Decision Date30 June 1937
Docket NumberNo. 34875.,34875.
Citation107 S.W.2d 24
PartiesEDDIE H. KIMBERLIN v. SAMUEL ROBERTS, Appellant.
CourtMissouri Supreme Court

Appeal from Atchison Circuit Court. Hon. Thomas A. Cummins, Judge.

REVERSED AND REMANDED.

Varro E. Tyler and Clayton W. Allen for appellant.

(1) In jury cases, the verdict must strictly follow and conform to the verdict. Newton v. Railroad Co., 168 Mo. App. 199, 153 S.W. 495; Benne v. Miller, 149 Mo. 288, 50 S.W. 824; Haumueller v. Ackerman, 130 Mo. App. 387, 109 S.W. 857. (2) An ambiguous or uncertain verdict is fatal to the judgment based thereon. Newton v. Railroad Co., 168 Mo. App. 199, 153 S.W. 495; Benne v. Miller, 149 Mo. 228, 50 S.W. 824; Haumueller v. Ackerman, 130 Mo. App. 387, 109 S.W. 857. (3) Where a judgment is based upon an ambiguous or uncertain verdict, such error is apparent on the face of the record and will be reviewed on appeal whether exceptions are taken or not; and in such cases motion for new trial or in arrest of judgment are unnecessary to preserve the error for review. Sec. 1063, R.S. 1929; Newton v. Railroad Co., 168 Mo. App. 199, 153 S.W. 495; Hannibal & St. Joseph Railroad Co. v. Hamoney, 42 Mo. 467; Nordmanser v. Hitchcock, 40 Mo. 178; Showles v. Freeman, 81 Mo. 540; Ryan v. Growney, 125 Mo. 474, 28 S.W. 189; Frowein v. Poage, 132 S.W. 241, 231 Mo. 82; Lindstrom v. K.C.S. Ry. Co., 202 Mo. App. 399, 218 S.W. 936; Roden v. Helm, 90 S.W. 798, 192 Mo. 71. (4) In ejectment cases (or suits to quiet title), the verdict and judgment in favor of plaintiff must be selfdemonstrating, and unless the description of the real estate therein is such that it will, without aid, show the land to be restored to the plaintiff, the error is fatal. Benne v. Miller, 50 S.W. 824, 149 Mo. 228.

W.L. Mulvania and A.H. Harvey for respondent.
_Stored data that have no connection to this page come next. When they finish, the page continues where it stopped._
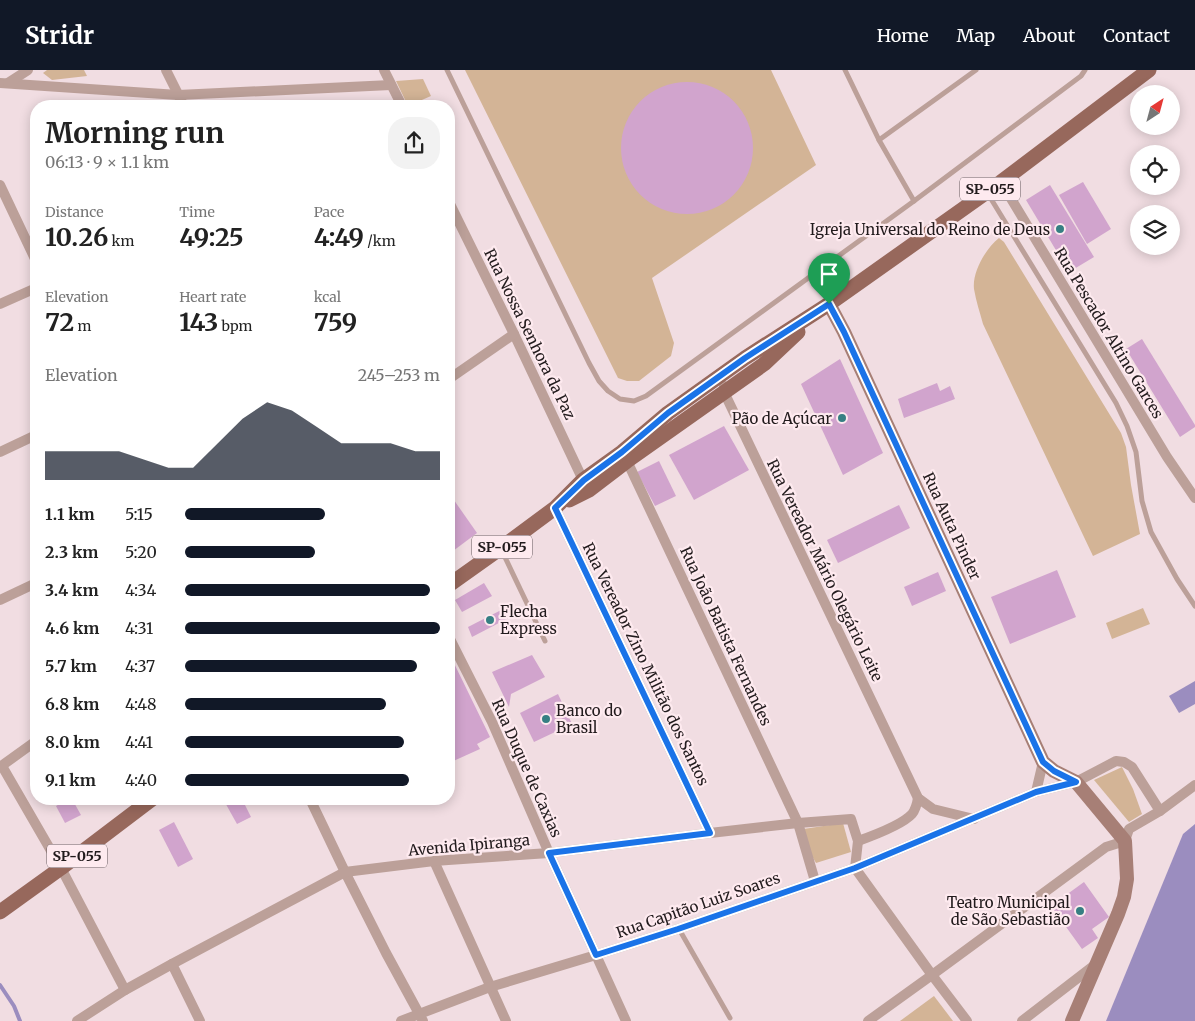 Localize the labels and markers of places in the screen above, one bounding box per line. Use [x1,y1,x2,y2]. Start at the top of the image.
place label: Igreja Universal do Reino de Deus [810,220,1050,239]
marker: Igreja Universal do Reino de Deus [1054,223,1066,235]
pin [808,253,850,304]
place label: Pão de Açúcar [732,409,832,428]
marker: Pão de Açúcar [836,412,848,424]
place label: Flecha Express [500,602,557,638]
marker: Flecha Express [484,614,496,626]
place label: Banco do Brasil [556,701,622,737]
marker: Banco do Brasil [540,713,552,725]
place label: Teatro Municipal de São Sebastião [947,893,1070,929]
marker: Teatro Municipal de São Sebastião [1074,905,1086,917]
(1) It is not contended by appellant that there is anything in his record to justify awarding any part of the land in question to appellant. The pleadings show that if respondent is entitled to the land he is entitled to all of it. If appellant was entitled to it he was entitled to all of it. There does not appear to be any controversy as to any part or parts of it. 22 Enc. Pleading & Practice, sec. 5, p. 986. (2) When a jury after making a proper finding and so reciting in their verdict go outside of their province and outside of the issue submitted and say in effect to the court "such part or portion as you find" such cannot be construed as any part of the verdict and is properly stricken out by the court when rendering the judgment. Buttron v. Bridell, 228 Mo. 633; Roman v. King, 268 S.W. 416. (3) Where the verdict of the jury was a finding for plaintiff, the description of the land found is sufficient, the verdict on its face shows that the additional words which follow are mere surplusage inserted by clerical error, the court properly ignored them in rendering judgment. Such was not error. St. Louis v. Senter Comm. Co., 102 S.W. (2d) 111; Holmes v. Braidwood, 82 Mo. 618; State v. Bohle, 182 Mo. 68; State ex rel. St. L. Pub. Serv. Co. v. Becker, 66 S.W. (2d) 145; Buttron v. Bridell, 228 Mo. 634; Ranney v. Bader, 48 Mo. 539; State ex rel. Webster v. Knight, 46 Mo. 83; Bredel v. Parker Russell Min. & Mfg. Co., 21 S.W. (2d) 936; Hays v. Hogan, 273 Mo. 26; Gaugh v. Hines, 229 S.W. 222.

BRADLEY, C.

Plaintiff, respondent here, filed petition in two counts to determine interest in and quiet title to (under Sec. 1520, R.S. 1929, Mo. Stat. Ann., sec. 1520, p. 1682) the lands described, and in ejectment. Defendant, by his answer, claimed to be "the owner in fee simple of all the lands described" in plaintiff's petition, and denied that plaintiff had any interest in said lands. The reply was a general denial. The cause was submitted to a jury, and the verdict was for plaintiff. Failing to get new trial on motion, defendant appealed. No bill of exceptions was filed, and there is nothing here, except the record proper, and there is no complaint on any part of the record proper, except the verdict and the judgment.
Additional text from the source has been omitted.